Levantamiento Chegomista, la revolución que lideró José F. Gómez en el Istmo

JUCHITÁN, Oaxaca.- Aunque varios historiadores aseguran que en el sur de nuestro país no hubo revolución, historiadores e intelectuales juchitecos han abordado en libros y publicaciones, el levantamiento armado en esta ciudad liderado por José F. Gómez en 1911.

Historiadores como Víctor de la Cruz en su libro El general Charis y la pacificación del México postrevolucionario, además de publicar entrevistas en la revista Guchachi Reza con testigos de la época, aborda el llamado levantamiento chegomista.

También el poeta Macario Matus recolectó entrevistas con soldaderas que participaron en el levantamiento que se editó en el libro "Mi pueblo durante la revolución”, y finalmente el historiador Gonzalo Jiménez López ha realizado ponencias sobre el movimiento armado popular.

Para recordar el día del levantamiento, una de las calles principales de la ciudad lleva el nombre de la fecha: 2 de noviembre, pero de 1911, cuando el jefe político José F. Gómez no quiso entregar la jefatura política a un enviado del gobierno del estado llamado Enrique León.

La población relacionó el nombre con Francisco León a quien recordaron como un personaje que les impuso trabajos forzados para construir el palacio municipal, por lo cual una gran parte del pueblo, principalmente campesinos pobres, objetaron la imposición de una autoridad del centro.

Para rechazar la imposición de sus autoridades, un numeroso grupo de personas atacó el cuartel federal Carlos Pacheco, instalado en lo que es ahora la escuela Centro Escolar Juchitán, como lo dio a conocer a sus superiores el propio Enrique León que se encontraba adentro.

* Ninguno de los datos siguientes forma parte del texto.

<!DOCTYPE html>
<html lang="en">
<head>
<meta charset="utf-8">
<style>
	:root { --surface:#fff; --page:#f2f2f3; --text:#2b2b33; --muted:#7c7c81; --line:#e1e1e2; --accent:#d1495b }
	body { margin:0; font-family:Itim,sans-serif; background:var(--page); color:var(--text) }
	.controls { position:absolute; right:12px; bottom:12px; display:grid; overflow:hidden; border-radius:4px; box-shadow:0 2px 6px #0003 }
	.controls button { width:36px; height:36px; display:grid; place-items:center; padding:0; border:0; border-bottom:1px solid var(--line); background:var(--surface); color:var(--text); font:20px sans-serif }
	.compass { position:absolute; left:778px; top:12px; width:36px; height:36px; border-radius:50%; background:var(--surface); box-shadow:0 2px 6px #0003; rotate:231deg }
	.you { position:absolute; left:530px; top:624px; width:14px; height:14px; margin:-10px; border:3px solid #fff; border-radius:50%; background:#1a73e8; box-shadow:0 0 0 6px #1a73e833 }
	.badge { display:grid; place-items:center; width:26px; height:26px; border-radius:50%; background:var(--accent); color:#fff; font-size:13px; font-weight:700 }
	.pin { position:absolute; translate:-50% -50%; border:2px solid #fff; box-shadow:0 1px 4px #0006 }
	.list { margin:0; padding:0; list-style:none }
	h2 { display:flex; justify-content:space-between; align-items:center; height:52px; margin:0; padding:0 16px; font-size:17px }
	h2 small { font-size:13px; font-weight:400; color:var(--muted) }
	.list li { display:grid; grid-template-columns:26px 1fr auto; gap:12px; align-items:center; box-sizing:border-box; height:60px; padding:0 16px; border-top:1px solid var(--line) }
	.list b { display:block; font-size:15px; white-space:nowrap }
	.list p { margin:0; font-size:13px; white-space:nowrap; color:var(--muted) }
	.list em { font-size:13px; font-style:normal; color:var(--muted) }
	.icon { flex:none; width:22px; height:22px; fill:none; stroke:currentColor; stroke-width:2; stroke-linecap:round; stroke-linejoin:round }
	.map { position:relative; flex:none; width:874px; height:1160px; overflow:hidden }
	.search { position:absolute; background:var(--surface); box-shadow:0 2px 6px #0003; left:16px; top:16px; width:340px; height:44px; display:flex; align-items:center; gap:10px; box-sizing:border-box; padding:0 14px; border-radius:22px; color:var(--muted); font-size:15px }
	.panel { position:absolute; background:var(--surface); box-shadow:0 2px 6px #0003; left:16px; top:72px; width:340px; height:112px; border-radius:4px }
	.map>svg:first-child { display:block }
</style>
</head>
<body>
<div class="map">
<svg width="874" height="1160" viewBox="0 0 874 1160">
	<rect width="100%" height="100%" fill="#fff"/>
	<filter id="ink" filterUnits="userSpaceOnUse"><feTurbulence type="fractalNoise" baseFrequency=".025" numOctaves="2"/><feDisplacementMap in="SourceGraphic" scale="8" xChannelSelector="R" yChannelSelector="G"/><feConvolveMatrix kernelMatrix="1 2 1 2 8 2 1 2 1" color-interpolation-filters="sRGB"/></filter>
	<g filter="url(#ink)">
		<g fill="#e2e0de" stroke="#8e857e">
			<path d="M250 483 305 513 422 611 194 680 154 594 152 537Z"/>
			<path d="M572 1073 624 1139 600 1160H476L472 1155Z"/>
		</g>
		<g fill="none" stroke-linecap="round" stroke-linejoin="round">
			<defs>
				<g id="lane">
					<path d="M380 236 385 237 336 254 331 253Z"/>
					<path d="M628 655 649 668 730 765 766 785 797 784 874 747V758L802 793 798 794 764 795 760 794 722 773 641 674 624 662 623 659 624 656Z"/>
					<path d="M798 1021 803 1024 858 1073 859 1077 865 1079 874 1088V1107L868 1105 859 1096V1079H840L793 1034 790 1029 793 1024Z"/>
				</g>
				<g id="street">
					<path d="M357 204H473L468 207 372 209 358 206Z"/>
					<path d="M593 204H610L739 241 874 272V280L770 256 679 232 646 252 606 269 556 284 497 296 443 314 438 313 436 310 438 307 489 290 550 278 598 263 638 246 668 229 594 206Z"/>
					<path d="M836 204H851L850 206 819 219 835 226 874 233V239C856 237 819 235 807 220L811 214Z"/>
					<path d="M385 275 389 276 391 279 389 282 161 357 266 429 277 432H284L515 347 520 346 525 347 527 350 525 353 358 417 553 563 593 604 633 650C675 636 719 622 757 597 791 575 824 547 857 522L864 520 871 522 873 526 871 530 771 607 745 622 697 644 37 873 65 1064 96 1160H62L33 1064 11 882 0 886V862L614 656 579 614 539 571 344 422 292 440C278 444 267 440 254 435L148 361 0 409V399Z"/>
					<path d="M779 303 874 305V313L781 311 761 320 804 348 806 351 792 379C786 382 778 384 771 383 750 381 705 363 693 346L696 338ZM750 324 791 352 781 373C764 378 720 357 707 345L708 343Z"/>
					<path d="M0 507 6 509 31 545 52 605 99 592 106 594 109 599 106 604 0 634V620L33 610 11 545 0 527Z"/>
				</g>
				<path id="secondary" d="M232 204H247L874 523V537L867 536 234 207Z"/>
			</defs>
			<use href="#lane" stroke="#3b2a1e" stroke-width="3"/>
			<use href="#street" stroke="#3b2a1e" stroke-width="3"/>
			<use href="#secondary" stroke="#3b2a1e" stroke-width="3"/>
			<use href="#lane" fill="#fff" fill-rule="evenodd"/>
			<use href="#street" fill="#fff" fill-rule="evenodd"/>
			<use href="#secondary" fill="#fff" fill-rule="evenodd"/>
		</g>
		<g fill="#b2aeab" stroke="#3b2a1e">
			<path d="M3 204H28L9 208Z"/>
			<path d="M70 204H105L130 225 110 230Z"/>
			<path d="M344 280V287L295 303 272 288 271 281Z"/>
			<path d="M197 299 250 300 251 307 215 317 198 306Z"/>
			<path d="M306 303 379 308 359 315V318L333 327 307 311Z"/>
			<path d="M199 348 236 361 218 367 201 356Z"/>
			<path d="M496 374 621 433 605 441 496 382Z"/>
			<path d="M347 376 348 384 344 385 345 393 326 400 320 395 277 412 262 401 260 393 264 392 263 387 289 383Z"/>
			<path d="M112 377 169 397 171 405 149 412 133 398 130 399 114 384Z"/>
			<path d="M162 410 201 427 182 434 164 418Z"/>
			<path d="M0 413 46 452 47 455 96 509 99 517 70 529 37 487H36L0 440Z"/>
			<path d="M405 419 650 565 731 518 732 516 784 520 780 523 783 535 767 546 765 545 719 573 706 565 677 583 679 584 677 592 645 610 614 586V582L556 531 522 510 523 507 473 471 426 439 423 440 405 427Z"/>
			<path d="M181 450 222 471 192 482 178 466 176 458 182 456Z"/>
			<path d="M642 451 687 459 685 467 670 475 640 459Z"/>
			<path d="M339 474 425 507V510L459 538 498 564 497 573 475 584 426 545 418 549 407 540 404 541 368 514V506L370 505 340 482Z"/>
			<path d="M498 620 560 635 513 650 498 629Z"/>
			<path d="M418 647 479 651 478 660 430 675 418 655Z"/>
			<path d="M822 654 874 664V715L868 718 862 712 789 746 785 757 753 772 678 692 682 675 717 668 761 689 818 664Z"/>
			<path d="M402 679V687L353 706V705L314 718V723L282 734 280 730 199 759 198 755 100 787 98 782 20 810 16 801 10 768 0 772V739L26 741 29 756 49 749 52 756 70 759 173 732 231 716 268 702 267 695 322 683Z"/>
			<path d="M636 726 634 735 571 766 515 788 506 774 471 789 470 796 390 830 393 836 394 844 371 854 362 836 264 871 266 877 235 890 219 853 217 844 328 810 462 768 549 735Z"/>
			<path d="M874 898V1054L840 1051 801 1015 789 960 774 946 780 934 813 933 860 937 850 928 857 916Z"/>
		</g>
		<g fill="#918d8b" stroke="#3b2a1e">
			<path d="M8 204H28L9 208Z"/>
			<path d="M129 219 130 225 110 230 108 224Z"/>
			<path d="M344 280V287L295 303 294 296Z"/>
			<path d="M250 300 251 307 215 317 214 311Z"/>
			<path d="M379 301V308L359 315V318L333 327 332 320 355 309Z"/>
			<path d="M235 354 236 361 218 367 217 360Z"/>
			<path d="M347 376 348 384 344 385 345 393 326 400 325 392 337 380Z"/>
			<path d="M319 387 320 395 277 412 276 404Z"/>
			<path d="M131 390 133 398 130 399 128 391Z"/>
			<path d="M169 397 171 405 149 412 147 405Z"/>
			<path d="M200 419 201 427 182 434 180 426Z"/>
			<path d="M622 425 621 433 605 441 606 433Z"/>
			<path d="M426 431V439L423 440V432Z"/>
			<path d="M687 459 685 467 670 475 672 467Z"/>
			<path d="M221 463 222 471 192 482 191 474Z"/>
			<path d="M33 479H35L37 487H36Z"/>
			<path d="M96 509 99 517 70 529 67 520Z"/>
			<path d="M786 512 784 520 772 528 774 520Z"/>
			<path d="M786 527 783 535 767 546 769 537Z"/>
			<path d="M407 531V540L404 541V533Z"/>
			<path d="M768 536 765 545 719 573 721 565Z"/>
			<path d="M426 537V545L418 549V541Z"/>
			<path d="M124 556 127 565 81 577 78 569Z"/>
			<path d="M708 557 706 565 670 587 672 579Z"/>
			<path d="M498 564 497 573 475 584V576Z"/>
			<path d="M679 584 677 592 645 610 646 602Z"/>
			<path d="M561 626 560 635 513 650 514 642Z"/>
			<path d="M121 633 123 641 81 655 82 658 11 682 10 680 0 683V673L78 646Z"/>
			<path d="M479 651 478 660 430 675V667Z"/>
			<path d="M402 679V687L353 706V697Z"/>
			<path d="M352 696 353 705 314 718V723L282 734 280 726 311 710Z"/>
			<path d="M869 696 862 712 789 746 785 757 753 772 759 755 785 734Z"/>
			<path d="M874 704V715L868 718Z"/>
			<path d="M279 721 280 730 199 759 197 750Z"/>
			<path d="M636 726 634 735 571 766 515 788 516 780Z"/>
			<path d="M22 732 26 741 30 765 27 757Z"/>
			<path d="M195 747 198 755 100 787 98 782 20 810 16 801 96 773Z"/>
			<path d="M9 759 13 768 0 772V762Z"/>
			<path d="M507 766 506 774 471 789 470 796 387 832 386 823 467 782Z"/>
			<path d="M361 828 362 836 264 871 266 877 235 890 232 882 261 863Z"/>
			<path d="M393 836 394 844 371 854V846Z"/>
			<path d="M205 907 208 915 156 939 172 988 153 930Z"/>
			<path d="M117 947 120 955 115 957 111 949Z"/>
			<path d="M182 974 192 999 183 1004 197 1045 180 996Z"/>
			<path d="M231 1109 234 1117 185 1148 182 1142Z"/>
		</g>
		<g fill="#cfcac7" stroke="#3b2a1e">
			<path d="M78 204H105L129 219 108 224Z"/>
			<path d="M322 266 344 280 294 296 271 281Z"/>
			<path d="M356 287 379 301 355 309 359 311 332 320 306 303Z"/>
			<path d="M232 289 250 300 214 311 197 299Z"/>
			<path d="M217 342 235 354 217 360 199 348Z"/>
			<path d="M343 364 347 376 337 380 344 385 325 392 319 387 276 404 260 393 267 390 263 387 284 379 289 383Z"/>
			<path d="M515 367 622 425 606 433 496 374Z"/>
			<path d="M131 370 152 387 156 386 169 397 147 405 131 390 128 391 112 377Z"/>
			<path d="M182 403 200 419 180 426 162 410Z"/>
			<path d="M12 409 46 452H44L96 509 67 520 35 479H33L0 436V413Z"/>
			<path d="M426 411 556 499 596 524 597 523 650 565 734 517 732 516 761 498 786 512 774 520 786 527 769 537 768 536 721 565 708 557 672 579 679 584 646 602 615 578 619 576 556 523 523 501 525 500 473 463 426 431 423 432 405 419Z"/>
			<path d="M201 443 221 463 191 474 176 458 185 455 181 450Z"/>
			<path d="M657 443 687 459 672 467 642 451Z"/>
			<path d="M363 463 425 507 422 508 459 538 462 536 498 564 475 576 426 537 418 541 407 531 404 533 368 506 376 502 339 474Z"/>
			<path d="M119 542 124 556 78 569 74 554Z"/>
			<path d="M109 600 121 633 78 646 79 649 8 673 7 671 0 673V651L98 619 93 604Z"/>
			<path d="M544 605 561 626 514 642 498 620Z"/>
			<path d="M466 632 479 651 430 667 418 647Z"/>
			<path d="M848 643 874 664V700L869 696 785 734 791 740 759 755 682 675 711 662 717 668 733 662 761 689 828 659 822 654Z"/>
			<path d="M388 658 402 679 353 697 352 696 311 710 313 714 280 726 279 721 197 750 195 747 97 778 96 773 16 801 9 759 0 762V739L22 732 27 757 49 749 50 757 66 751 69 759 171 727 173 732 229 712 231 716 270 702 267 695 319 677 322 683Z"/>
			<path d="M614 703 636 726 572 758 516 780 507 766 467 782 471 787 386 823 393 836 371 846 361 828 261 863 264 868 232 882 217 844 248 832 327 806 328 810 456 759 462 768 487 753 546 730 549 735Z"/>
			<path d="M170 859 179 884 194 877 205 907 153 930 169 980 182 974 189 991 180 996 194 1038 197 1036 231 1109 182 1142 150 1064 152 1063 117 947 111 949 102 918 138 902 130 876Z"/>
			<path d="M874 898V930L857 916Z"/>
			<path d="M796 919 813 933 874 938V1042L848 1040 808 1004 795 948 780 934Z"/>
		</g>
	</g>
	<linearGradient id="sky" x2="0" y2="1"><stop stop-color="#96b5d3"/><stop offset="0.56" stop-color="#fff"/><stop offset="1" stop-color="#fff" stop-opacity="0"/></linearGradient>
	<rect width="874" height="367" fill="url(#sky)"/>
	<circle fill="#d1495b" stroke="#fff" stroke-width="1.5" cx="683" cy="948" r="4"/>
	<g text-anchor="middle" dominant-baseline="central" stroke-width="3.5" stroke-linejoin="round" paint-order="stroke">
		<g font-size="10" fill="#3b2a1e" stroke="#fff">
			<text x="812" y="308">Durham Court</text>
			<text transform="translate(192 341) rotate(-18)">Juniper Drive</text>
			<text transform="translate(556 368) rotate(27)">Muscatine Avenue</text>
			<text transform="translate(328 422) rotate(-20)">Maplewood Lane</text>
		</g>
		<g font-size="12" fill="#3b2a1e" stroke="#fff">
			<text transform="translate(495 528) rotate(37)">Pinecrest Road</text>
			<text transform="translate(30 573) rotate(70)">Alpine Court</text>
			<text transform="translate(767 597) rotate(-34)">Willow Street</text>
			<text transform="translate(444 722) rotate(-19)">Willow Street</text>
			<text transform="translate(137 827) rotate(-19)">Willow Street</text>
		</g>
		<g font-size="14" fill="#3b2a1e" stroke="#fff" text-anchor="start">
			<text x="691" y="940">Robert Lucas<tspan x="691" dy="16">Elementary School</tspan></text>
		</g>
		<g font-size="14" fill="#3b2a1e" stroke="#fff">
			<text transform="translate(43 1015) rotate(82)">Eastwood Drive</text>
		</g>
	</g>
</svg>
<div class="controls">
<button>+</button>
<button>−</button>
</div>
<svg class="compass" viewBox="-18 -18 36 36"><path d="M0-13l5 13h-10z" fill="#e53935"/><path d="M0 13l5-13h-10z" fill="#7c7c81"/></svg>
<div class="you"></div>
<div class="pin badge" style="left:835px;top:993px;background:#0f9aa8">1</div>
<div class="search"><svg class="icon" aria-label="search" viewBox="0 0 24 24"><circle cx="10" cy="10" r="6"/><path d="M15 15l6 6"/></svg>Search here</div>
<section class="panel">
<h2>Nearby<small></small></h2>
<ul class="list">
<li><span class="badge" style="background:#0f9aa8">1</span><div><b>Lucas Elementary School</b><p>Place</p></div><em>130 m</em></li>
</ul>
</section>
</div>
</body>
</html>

“En la mañana del día 2 del corriente mes me dirigí oficialmente al Lic. Gómez para que dijera en la misma forma si hacía entrega de la Jefatura y en su caso me indicara la hora de ese fin, a lo que me contestó que podría ocurrir la hora que quisiera. Esta contestación la recibiría como a la una o menos del día citado y no había transcurrido media hora cuando el pueblo en masa intentó asaltar el cuartel en donde estaba alojada la Fuerza Federal en número de dos cientos y tantos de los batallones número 30 y 19”.

Madero, el mediador 

El ataque a las fuerzas federales duró cuatro horas sin que pudieran tomar el cuartel, pero siguieron atacándolo varios días hasta que llegaron refuerzos el 5 de noviembre, una columna de soldados federales que atacó con fuego de artillería que destrozó los dos campanarios del templo de San Vicente y que obligó a los sublevados retirarse de la población dejando un saldo de cientos de muertos.

A la rebelión se unieron otros pueblos vecinos aliados del Partido Verde que así se identificaron los rebeldes, que exigían que sus autoridades no siguieran siendo impuestas por el gobierno del estado que durante el inicio del levantamiento tenía a un encargado de despacho hasta que fue electo como nuevo gobernador Benito Juárez Maza, hijo del Benemérito.

El presidente Francisco I. Madero ofreció mediar en el conflicto y dio un salvoconducto para que el  líder del levantamiento junto con unos acompañantes acudiera en tren a la ciudad de México, el gobernador ordenó que se capturara a los jefes rebelde que se realizó en Rincón Antonio hoy Matías Romero.

El 5 de diciembre de 1911, los cautivos fueron sacados de la cárcel y asesinados.

La rebelión continuó bajo el liderazgo de Felipe López hasta que se dio una amnistía general.

Muchos de los combatientes de esa rebelión se incorporaron a las distintas fuerzas de la revolución destacando entre todos el General Helidoro Charis Castro.